A number of potential uses and future research questions are suggested. With respect to assessments of PAE effects, the analysis of sequential structure of behaviors could be utilized to identify more subtle effects of PAE (Rodriguez et al., 2016) and manipulations designed to ameliorate the effects of PAE (Waddell, Yang, Ho, Wellmann, & Mooney, 2016; Wellmann et al., 2015). More generally, the analysis of social behavioral sequences could be useful in a broad range of animal models for which social behaviors are altered. This approach might be particularly useful in cases where subtle effects on behavior are suspected. Analysis of behavioral sequences may hold utility for exploring the neural bases of social behavior (Siviy & Panksepp, 2011). Further, although not done here, a broad characterization of normal social behavior sequences would be needed to provide normative data for different species and strains. Of course, future efforts involving the application of this approach need not be limited to the social domain, as any sequences of discrete behaviors could be quantified equally well.
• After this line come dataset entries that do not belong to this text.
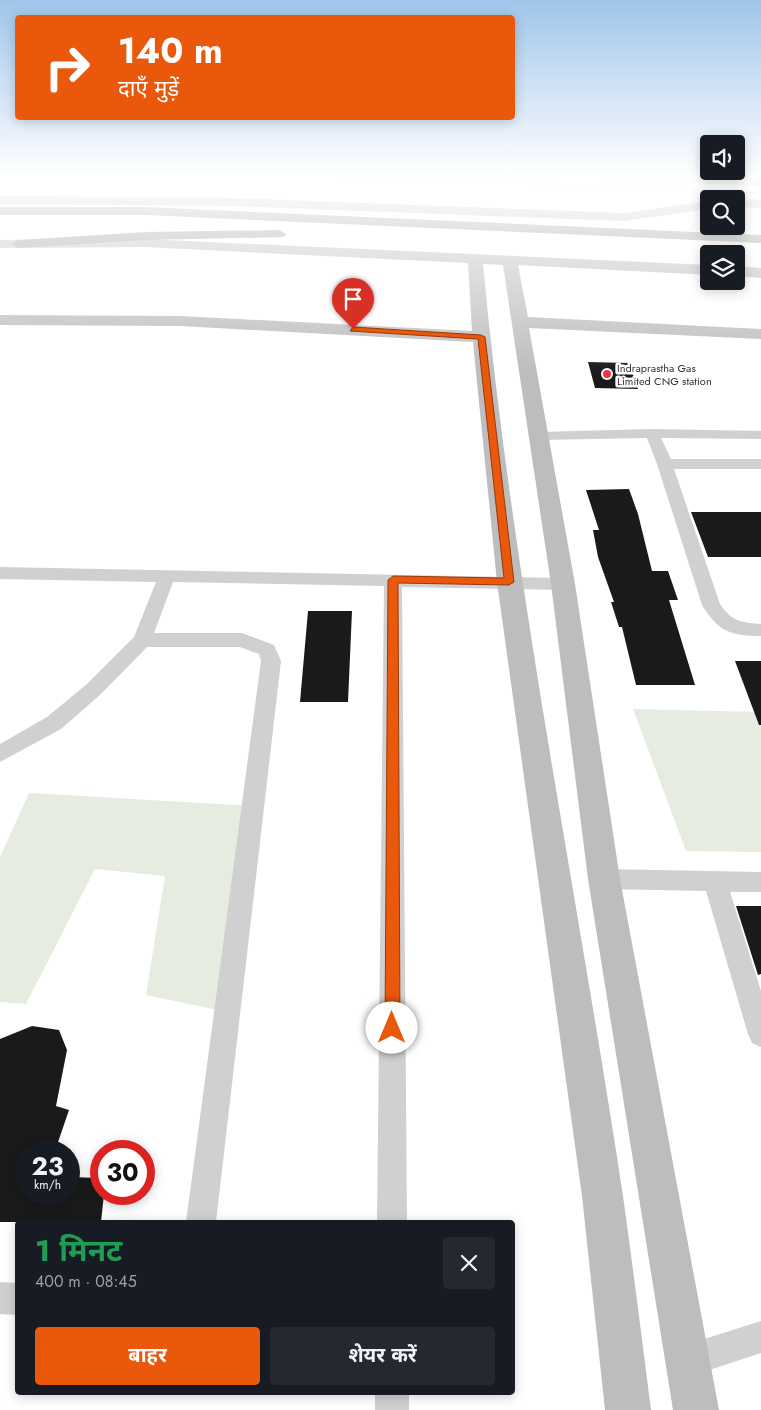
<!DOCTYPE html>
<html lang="hi">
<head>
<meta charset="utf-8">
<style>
  :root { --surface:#171b24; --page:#242831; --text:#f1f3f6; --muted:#9ea1a6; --accent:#ea580c }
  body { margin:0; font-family:Jost,"Noto Sans Devanagari",sans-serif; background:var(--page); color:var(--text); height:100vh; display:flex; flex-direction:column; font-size:19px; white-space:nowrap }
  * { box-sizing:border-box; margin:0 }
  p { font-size:16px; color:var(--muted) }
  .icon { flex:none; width:28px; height:28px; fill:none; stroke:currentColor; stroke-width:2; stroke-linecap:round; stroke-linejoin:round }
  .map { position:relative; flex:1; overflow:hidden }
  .drawer { position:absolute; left:15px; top:1220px; width:500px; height:175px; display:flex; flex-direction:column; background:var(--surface); border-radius:5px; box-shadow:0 2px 12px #0003 }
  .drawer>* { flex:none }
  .hud { position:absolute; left:15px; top:15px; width:500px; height:105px; border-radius:5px; box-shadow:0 2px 12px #0003; background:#ea580c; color:#fff; overflow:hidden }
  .fabs { position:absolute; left:700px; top:135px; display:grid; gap:10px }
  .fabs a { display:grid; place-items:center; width:45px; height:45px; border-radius:5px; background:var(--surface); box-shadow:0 2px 12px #0003; font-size:25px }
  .speed { position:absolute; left:15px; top:1140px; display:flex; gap:10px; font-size:25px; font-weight:700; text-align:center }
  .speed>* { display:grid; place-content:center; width:65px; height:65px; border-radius:50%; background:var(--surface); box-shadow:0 2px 12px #0003; line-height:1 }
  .speed small { font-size:12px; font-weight:400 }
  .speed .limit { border:8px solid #d22; background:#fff; color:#111 }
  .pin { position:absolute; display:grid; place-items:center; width:42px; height:42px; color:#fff; margin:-51px -21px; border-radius:50% 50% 50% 0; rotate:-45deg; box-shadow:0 0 5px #0007 }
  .pin .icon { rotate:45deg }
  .me { position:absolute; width:55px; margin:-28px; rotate:0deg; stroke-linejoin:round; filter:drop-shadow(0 0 4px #0008) }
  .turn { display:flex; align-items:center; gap:18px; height:105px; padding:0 20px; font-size:22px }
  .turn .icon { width:65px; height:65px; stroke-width:2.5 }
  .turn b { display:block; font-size:35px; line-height:42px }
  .round { display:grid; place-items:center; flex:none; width:52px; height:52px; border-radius:5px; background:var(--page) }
  .overview { display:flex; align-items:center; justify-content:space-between; height:85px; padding:0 20px }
  h1 { font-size:30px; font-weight:700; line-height:38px; color:#1e9e55 }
  .cta { display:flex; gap:10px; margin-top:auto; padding:10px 20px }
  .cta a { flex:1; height:58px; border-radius:5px; background:var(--accent); color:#fff; font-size:20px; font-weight:700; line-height:58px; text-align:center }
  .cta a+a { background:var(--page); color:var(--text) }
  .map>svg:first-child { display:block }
  .green { fill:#e6ecdf }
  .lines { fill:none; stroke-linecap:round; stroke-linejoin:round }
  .stream { fill:#cfe2ee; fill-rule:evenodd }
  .building { fill:#1a1a1a }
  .street { fill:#d0d0d0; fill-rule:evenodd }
  .secondary { fill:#bdbdbd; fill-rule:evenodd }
  .highway { fill:#9a9a9a; fill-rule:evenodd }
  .route { fill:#ea580c; stroke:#983908 }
  .poi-dot { fill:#e63946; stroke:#fff; stroke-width:2 }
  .labels { text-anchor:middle; stroke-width:5; stroke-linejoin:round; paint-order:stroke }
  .far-poi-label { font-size:11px; fill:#333; stroke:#fff; text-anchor:start }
</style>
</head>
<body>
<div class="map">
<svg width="761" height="1410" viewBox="0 0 761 1410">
  <rect width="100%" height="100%" fill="#fff"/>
  <path class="green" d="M633 709 761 712V852L686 851Z
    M29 793 253 806 227 1012 146 995 165 876 95 869 26 1004 0 1002V857Z"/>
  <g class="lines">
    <path class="stream" d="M333 175H356L761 192V194L335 176Z"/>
  </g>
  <path class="building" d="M588 362 629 363 638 389 595 388Z
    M629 489 638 514 652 571H668L678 600H669L695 685H636L622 627H619L611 602H614L598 557 593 530H599L586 490Z
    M691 512H761V557H708Z
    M308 611H352L348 702H300Z
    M735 661H761V725H759Z
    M736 906H761V974L758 975Z
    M32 1026 59 1030 67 1050 56 1106 69 1110 55 1151H26V1194H69V1177L101 1178V1194H104L101 1222H0V1039Z"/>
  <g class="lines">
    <path class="street" d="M652 429 761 431V439L661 438 671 459H761V469H674L720 604C731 621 742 623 761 624V636C730 636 718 631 702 605L657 464 647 438 540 440 533 436 540 432Z
      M0 567 563 578 569 580 572 584 569 588 563 590 402 587 407 1222H377L384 586 173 582 154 633H242L274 645 281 661 216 1222H186L261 661 259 654 240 647H147L101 694 61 729 0 762V744L47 717 87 684 134 637 156 582 0 579Z
      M604 869 761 872V892H730L761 991V1047L752 1043 748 1034 706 891 604 889 596 886 592 879 596 872Z
      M0 1282 18 1283V1315L0 1314Z
      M761 1321V1353L688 1377 676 1372 671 1360 676 1348Z
      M375 1392H409V1410H375Z"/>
    <path class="secondary" d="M598 175H688L761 178V186L604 179Z
      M0 196 233 198 624 213 709 201V209L624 221 233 206 0 204Z
      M736 199 761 200V208L736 207Z
      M144 239 709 265V275L518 265 528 317 761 329V339L529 328 575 584 620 879 719 1410H673L588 879 551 584 503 265 483 264C512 577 576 885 623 1196 633 1268 642 1339 651 1410H605L582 1196 497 582 473 342 180 326 0 325V315L180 316 472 331 468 263 144 247 0 248V240Z
      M736 266 761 268V278L736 276Z"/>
    <path class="highway" d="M0 207H146L761 235V243L146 215H0Z
      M279 230 286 234 284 237 146 240 18 248 11 244 18 240 146 232Z"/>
  </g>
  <linearGradient id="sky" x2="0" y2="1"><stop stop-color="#9ec6ea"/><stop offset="0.47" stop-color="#fff"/><stop offset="1" stop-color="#fff" stop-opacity="0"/></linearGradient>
  <rect width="761" height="372" fill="url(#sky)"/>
  <path class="route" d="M353 327 481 335 485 337 514 582 509 585 398 583 400 1028 398 1033 392 1035 387 1033 385 1028 388 580 393 576 504 578 478 339 350 331Z"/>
  <circle class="poi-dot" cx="607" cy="374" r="5"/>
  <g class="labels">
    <g class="far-poi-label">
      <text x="617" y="372">Indraprastha Gas<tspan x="617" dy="13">Limited CNG station</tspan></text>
    </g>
  </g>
</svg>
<div class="fabs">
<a><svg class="icon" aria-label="sound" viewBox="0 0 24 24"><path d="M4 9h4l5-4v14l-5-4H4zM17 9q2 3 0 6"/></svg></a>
<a><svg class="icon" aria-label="search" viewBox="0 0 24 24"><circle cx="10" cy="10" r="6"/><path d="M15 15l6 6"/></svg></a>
<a><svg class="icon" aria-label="layers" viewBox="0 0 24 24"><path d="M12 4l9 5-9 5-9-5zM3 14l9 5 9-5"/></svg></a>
</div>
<div class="speed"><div>23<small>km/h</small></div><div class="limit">30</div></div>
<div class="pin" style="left:353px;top:329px;background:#d93025"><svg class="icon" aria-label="arrive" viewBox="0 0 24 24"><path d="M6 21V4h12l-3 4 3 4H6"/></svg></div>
<svg class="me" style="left:392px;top:1028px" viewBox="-20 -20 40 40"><circle r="19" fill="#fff"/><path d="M0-13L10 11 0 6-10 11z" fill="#ea580c"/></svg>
<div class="hud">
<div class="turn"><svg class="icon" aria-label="right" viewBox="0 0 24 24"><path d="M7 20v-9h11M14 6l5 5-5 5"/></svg><div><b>140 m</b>दाएँ मुड़ें</div></div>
</div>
<section class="drawer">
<div class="overview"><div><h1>1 मिनट</h1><p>400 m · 08:45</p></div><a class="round"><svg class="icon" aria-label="close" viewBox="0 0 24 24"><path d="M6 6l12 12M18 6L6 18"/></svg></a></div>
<div class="cta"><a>बाहर</a><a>शेयर करें</a></div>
</section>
</div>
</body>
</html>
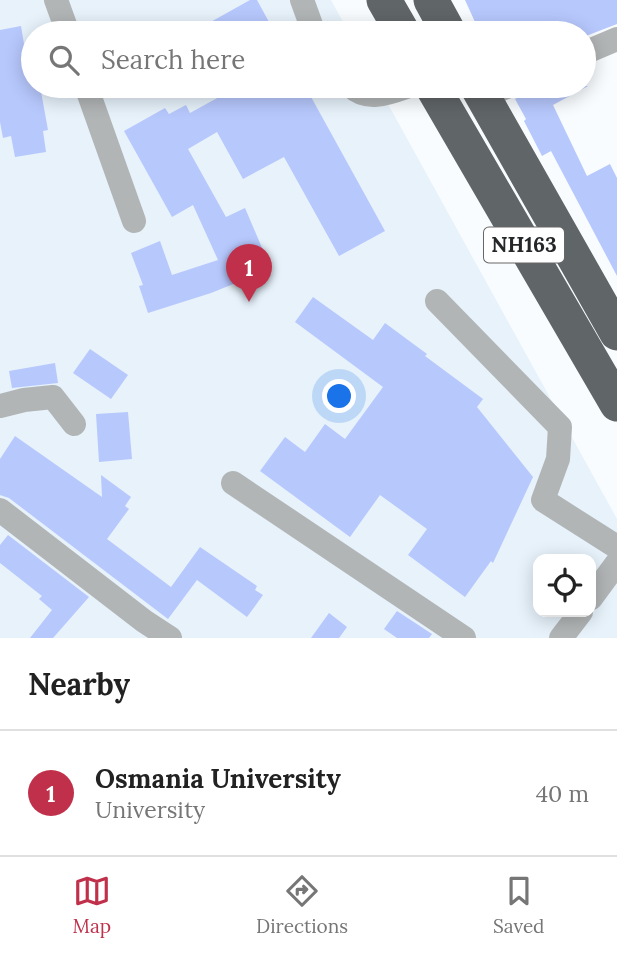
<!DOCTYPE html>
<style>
body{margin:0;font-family:Lora,serif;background:#f6f6f6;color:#222}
.controls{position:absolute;right:21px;bottom:21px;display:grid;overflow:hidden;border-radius:14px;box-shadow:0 4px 18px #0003}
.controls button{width:63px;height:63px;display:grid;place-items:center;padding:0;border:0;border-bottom:2px solid #e0e0e0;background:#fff;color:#222;font:35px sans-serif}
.you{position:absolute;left:340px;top:397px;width:24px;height:24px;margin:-18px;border:5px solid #fff;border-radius:50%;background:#1a73e8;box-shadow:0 0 0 10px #1a73e833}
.badge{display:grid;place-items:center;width:46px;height:46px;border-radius:50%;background:#c0304a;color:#fff;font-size:23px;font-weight:700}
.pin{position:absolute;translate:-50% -58px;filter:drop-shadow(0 2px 4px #0008)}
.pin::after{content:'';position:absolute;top:37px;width:24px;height:21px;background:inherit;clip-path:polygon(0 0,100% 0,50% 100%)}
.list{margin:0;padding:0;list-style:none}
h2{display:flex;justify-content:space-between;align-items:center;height:91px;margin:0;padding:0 28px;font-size:30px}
h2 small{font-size:23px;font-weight:400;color:#767676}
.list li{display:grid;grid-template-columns:46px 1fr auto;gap:21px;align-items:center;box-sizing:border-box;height:126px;padding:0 28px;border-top:2px solid #e0e0e0}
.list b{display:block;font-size:26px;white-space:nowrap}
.list p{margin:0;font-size:23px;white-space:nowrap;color:#767676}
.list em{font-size:23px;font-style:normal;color:#767676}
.icon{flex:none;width:38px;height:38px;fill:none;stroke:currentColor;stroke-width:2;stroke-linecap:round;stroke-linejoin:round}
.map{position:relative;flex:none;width:617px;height:638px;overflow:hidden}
.search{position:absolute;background:#fff;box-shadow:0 4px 18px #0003;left:21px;right:21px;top:21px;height:77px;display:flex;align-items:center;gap:18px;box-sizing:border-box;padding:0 24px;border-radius:38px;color:#767676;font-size:26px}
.sheet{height:217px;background:#fff}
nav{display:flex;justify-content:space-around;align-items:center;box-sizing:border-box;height:98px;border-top:2px solid #e0e0e0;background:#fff;font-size:19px;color:#767676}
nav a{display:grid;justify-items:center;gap:4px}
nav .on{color:#c0304a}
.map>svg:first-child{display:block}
.built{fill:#e7f2fb;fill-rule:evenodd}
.building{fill:#b7c8fd}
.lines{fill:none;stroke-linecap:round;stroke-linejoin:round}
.minor{stroke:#b2b5b6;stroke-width:24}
.highway{stroke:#606567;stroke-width:35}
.labels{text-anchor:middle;stroke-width:5;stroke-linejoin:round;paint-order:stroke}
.shield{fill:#fff;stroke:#666768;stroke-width:2}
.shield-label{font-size:21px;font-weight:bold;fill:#252628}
</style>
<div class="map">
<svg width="617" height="638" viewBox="0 0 617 638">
<rect width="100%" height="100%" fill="#f8fcff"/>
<path class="built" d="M0 0H331L349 33H33V86H378L617 519V638H0ZM538 559H591V612H538Z"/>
<g class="building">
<polygon points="250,0 257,0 275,33 191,33"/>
<polygon points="465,0 617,0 617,24 586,36 584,33 480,33"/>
<polygon points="21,26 24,44 33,43 33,86 40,86 48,130 43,131 46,152 15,157 11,136 3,138 0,122 0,30"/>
<polygon points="239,86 305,86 385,231 339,256 284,157 243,179 217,132 188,149 226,217 245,208 271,269 211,293 148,313 139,286 143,285 131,253 160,241 172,275 218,260 193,205 172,217 124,131 165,108 169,114 186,105 190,113"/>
<polygon points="540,86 588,86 553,105 587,176 610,164 617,178 617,276 551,151 542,156 524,121 526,119 515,99"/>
<polygon points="313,297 373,340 385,323 427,354 425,356 483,399 477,407 533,477 493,563 491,561 465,597 408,555 427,529 380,495 350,537 260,471 285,437 305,452 325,424 345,439 383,387 295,322"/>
<polygon points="90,349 128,375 111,399 73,373"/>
<polygon points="55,363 58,383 12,388 9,371"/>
<polygon points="128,412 132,459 99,462 96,414"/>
<polygon points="15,436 102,497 101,475 131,497 125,506 129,509 107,539 171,587 200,547 257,586 255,590 263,595 247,617 197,580 168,619 9,498 0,495 0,459"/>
<polygon points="8,535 89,597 53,638 30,638 52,610 39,599 42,596 0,563 0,545"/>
<polygon points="397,611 432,634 429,638 397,638 384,629"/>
<polygon points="329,613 347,627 339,638 311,638"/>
</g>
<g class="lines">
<g class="minor">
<polyline points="56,0 68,33"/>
<polyline points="302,0 314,33"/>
<polyline points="584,53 617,39"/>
<polyline points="86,86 134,221"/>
<path d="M351 86C367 102 389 93 409 86"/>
<polyline points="483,97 509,86"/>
<polyline points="437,301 560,427 558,459 543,500 617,547"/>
<polyline points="0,406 24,400 53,397 74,424"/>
<polyline points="233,483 464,638"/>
<polyline points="0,510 144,621 170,638"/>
<polyline points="591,598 617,563"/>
<polyline points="561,638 581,612"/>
</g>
<g class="highway">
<polyline points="384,0 403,33"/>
<polyline points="431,0 449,33"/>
<polyline points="432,86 617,404"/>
<polyline points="477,86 617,333"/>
</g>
</g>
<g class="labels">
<rect class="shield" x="484" y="227.5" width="80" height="35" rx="5"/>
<g class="shield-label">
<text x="524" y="252">NH163</text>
</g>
</g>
</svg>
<div class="controls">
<button><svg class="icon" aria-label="locate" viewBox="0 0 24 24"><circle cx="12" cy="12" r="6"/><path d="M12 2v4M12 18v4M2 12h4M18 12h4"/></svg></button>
</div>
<div class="you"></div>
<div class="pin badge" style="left:249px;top:302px">1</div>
<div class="search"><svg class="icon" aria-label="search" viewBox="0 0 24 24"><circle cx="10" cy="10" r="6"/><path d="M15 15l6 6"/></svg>Search here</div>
</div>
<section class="sheet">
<h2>Nearby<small></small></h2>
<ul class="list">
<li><span class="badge">1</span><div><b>Osmania University</b><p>University</p></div><em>40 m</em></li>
</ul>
</section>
<nav>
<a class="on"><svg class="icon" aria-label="map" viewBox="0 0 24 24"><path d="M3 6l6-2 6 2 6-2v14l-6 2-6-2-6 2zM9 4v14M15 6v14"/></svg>Map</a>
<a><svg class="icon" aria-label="directions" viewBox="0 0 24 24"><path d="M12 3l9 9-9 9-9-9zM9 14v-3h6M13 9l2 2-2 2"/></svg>Directions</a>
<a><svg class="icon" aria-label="saved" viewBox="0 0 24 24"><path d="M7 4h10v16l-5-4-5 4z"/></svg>Saved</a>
</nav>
In summary, the present paper describes a simple approach to the analysis of the sequential structure of social behavior based on coding of individual behaviors from video recordings. Behavioral sequences were quantified and measures obtained in normal control rats and rats with impaired social behavior (following prenatal alcohol exposure) revealed robust differences in groups on social behavior sequences that were more sensitive than measures of individual behavior. Thus, the described approach provides an easily implemented method that is potentially useful for identifying alterations in social behavior.